> [EXCERPTED DATA]:
*** Block opens ***

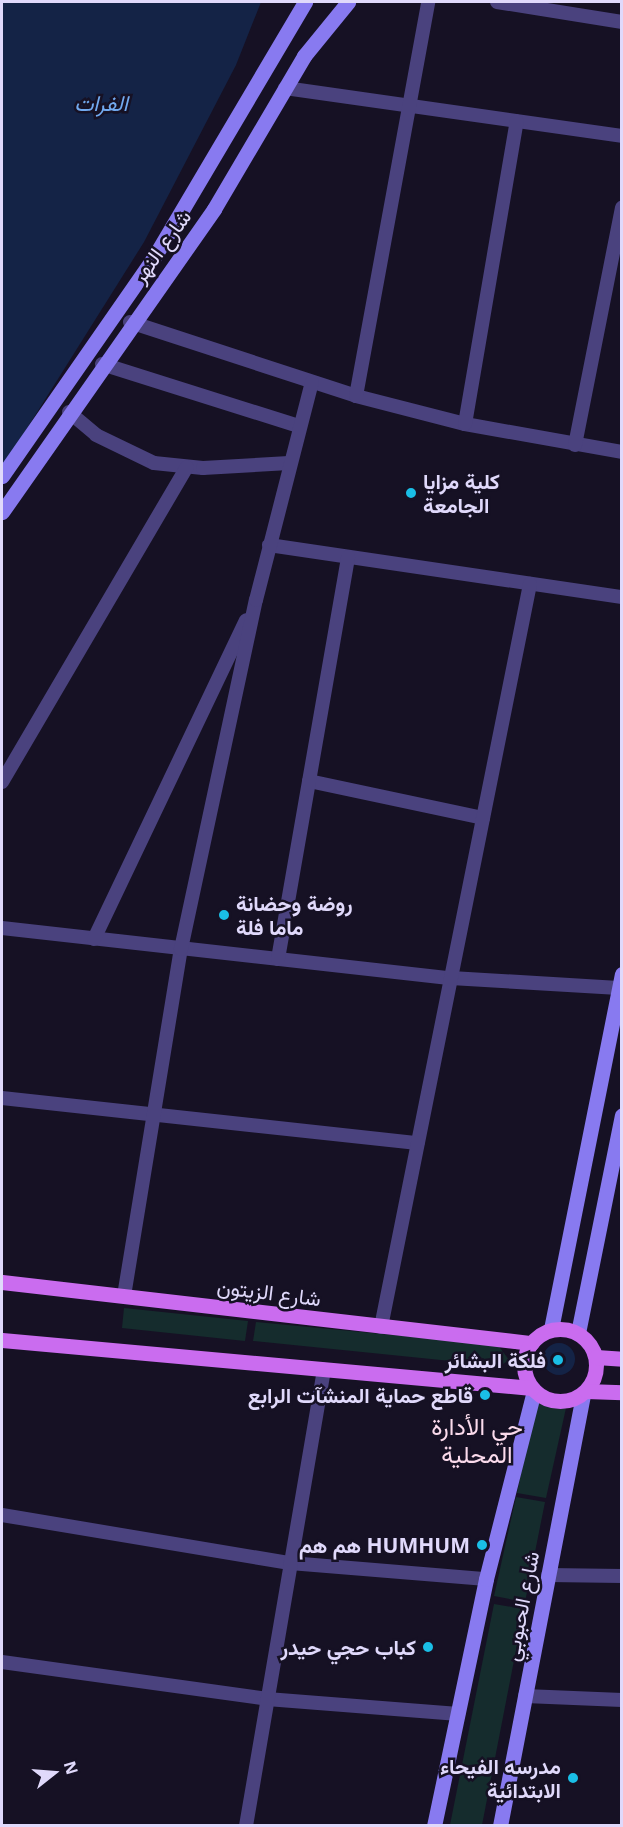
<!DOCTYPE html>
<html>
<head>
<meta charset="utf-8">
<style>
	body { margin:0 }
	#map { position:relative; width:623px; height:1827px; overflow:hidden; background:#161124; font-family:"Open Sans",Vazirmatn,sans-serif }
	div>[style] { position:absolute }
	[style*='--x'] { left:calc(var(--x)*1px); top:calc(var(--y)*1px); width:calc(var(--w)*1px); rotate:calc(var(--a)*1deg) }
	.green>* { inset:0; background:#152c2d }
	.water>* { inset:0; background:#142346 }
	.round { border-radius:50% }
	.minor>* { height:14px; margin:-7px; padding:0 7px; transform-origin:7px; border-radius:7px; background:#4a427e }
	.secondary>* { height:15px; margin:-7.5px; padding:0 7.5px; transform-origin:7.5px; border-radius:7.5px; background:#887af0 }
	.primary>* { height:15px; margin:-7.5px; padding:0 7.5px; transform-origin:7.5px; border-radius:7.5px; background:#ca6cef }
	.primary>.ring { margin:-7.5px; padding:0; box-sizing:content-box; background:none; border:15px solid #ca6cef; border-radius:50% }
	.dots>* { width:16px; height:16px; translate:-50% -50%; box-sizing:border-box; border:3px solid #161124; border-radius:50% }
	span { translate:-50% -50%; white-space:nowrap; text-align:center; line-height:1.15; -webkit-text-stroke:5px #161124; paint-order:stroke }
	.street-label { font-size:21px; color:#e0d9fb }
	.poi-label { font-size:21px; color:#e0d9fb; font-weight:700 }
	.left { translate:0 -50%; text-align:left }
	.right { translate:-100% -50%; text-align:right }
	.water-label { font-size:22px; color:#72aaf0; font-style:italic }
	.quarter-label { font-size:24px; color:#fbdbec }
	.frame { position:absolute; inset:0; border:3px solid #e0d9fb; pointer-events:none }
	.north { position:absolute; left:24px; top:1743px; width:60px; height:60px; -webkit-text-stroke:4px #161124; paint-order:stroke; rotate:73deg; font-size:16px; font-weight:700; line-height:24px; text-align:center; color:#e0d9fb }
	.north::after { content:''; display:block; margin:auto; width:21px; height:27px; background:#e0d9fb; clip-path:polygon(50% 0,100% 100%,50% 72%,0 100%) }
</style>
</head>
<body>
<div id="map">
	<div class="green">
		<i style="clip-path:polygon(124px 1308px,248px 1321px,245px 1341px,122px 1328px)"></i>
		<i style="clip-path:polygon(256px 1322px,498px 1345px,509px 1360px,500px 1366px,253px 1341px)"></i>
		<i style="clip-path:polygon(535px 1402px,566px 1408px,546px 1498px,517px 1493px)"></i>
		<i style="clip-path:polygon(516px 1497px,545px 1502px,525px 1602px,494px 1596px)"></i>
		<i style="clip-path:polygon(494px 1604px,524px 1609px,482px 1825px,450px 1825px)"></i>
	</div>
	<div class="water">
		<i style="clip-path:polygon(2px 2px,261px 2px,236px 65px,144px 242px,2px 468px)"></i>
		<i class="round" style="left:543px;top:1343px;width:32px;height:32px"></i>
	</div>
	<div class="minor">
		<i style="--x:497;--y:2;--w:127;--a:9.1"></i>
		<i style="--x:285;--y:88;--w:340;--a:8.1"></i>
		<i style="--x:130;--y:322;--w:238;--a:18.1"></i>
		<i style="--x:356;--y:396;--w:113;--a:14.4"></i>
		<i style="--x:465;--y:424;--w:159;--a:10.1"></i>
		<i style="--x:102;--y:364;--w:207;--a:17.5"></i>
		<i style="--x:356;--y:396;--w:401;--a:-79.6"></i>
		<i style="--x:69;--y:412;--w:35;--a:40"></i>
		<i style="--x:96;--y:435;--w:64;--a:25.8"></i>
		<i style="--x:154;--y:463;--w:49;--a:5.8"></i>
		<i style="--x:203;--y:468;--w:86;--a:-3.3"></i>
		<i style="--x:465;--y:424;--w:307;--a:-80.3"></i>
		<i style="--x:575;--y:445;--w:242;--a:-78.8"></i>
		<i style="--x:269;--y:545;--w:357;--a:8.4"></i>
		<i style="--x:309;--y:781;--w:178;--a:12"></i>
		<i style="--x:2;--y:782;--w:365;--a:-59.6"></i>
		<i style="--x:2;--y:928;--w:452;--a:6.4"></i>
		<i style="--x:451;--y:978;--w:168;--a:3.4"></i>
		<i style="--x:94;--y:939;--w:353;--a:-64.5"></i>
		<i style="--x:278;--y:959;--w:408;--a:-80.1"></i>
		<i style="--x:2;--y:1098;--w:418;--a:6.2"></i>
		<i style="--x:124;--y:1296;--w:352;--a:-80.7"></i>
		<i style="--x:181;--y:949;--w:357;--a:-77.9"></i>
		<i style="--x:256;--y:600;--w:225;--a:-75.6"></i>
		<i style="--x:381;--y:1327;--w:758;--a:-78.66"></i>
		<i style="--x:2;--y:1515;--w:292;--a:9.5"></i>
		<i style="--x:290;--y:1563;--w:197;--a:4.7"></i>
		<i style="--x:548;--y:1575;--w:74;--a:0.8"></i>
		<i style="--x:2;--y:1662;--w:268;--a:7.9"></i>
		<i style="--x:267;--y:1699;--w:192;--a:4.5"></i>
		<i style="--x:525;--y:1696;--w:97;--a:2.4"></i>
		<i style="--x:246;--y:1826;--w:463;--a:-80.3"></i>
	</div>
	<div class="secondary">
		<i style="--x:2;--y:476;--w:264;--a:-55.2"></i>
		<i style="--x:153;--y:259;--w:299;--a:-59.4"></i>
		<i style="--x:2;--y:512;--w:370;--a:-55"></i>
		<i style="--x:214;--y:209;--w:178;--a:-59.5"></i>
		<i style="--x:304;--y:56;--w:70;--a:-50.8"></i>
		<i style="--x:551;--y:1329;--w:362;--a:-78.7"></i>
		<i style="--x:578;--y:1333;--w:222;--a:-78.6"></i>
		<i style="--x:434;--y:1826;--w:252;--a:-78.1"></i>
		<i style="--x:486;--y:1579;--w:195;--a:-75.7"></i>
		<i style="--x:500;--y:1826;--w:440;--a:-79.1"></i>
	</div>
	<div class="primary">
		<i style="--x:2;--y:1282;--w:533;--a:6.58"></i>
		<i class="ring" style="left:524px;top:1329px;width:57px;height:57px"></i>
		<i style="--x:2;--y:1340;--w:532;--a:5.17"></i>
		<i style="--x:596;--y:1357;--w:26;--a:4"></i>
		<i style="--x:586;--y:1391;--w:36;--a:2"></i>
	</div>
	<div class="dots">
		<i style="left:411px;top:493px;background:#1abee6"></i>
		<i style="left:224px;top:915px;background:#1abee6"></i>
		<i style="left:558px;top:1360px;background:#1abee6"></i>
		<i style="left:485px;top:1395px;background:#1abee6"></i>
		<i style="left:482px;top:1545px;background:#1abee6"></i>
		<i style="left:428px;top:1647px;background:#1abee6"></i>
		<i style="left:573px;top:1778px;background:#1abee6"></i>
	</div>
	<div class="street-label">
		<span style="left:161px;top:246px;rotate:-54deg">شارع النهر</span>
		<span style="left:269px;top:1292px;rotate:7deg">شارع الزيتون</span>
		<span style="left:521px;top:1606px;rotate:-79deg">شارع الحبوبي</span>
	</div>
	<div class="poi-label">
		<span class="left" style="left:423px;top:493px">كلية مزايا<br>الجامعة</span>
		<span class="left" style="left:236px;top:915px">روضة وحضانة<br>ماما فلة</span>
		<span class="right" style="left:546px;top:1360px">فلكة البشائر</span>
		<span class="right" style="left:473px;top:1395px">قاطع حماية المنشآت الرابع</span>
		<span class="right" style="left:470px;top:1545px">هم هم HUMHUM</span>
		<span class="right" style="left:416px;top:1647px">كباب حجي حيدر</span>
		<span class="right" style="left:561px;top:1778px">مدرسه الفيحاء<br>الابتدائية</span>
	</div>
	<div class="water-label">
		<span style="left:101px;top:103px">الفرات</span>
	</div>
	<div class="quarter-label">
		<span style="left:477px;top:1440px">حي الأدارة<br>المحلية</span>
	</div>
	<div class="frame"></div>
	<div class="north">N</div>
</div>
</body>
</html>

*** Block closes ***

> [DESCRIPTION OF THE TASK]:
Give the lines again word for word, from the start of the records to the line holding "width:16px; height:16px; translate:-50%", both included, and leave out any picture.

> [RESPONSE BELOW]:
<!DOCTYPE html>
<html>
<head>
<meta charset="utf-8">
<style>
	body { margin:0 }
	#map { position:relative; width:623px; height:1827px; overflow:hidden; background:#161124; font-family:"Open Sans",Vazirmatn,sans-serif }
	div>[style] { position:absolute }
	[style*='--x'] { left:calc(var(--x)*1px); top:calc(var(--y)*1px); width:calc(var(--w)*1px); rotate:calc(var(--a)*1deg) }
	.green>* { inset:0; background:#152c2d }
	.water>* { inset:0; background:#142346 }
	.round { border-radius:50% }
	.minor>* { height:14px; margin:-7px; padding:0 7px; transform-origin:7px; border-radius:7px; background:#4a427e }
	.secondary>* { height:15px; margin:-7.5px; padding:0 7.5px; transform-origin:7.5px; border-radius:7.5px; background:#887af0 }
	.primary>* { height:15px; margin:-7.5px; padding:0 7.5px; transform-origin:7.5px; border-radius:7.5px; background:#ca6cef }
	.primary>.ring { margin:-7.5px; padding:0; box-sizing:content-box; background:none; border:15px solid #ca6cef; border-radius:50% }
	.dots>* { width:16px; height:16px; translate:-50% -50%; box-sizing:border-box; border:3px solid #161124; border-radius:50% }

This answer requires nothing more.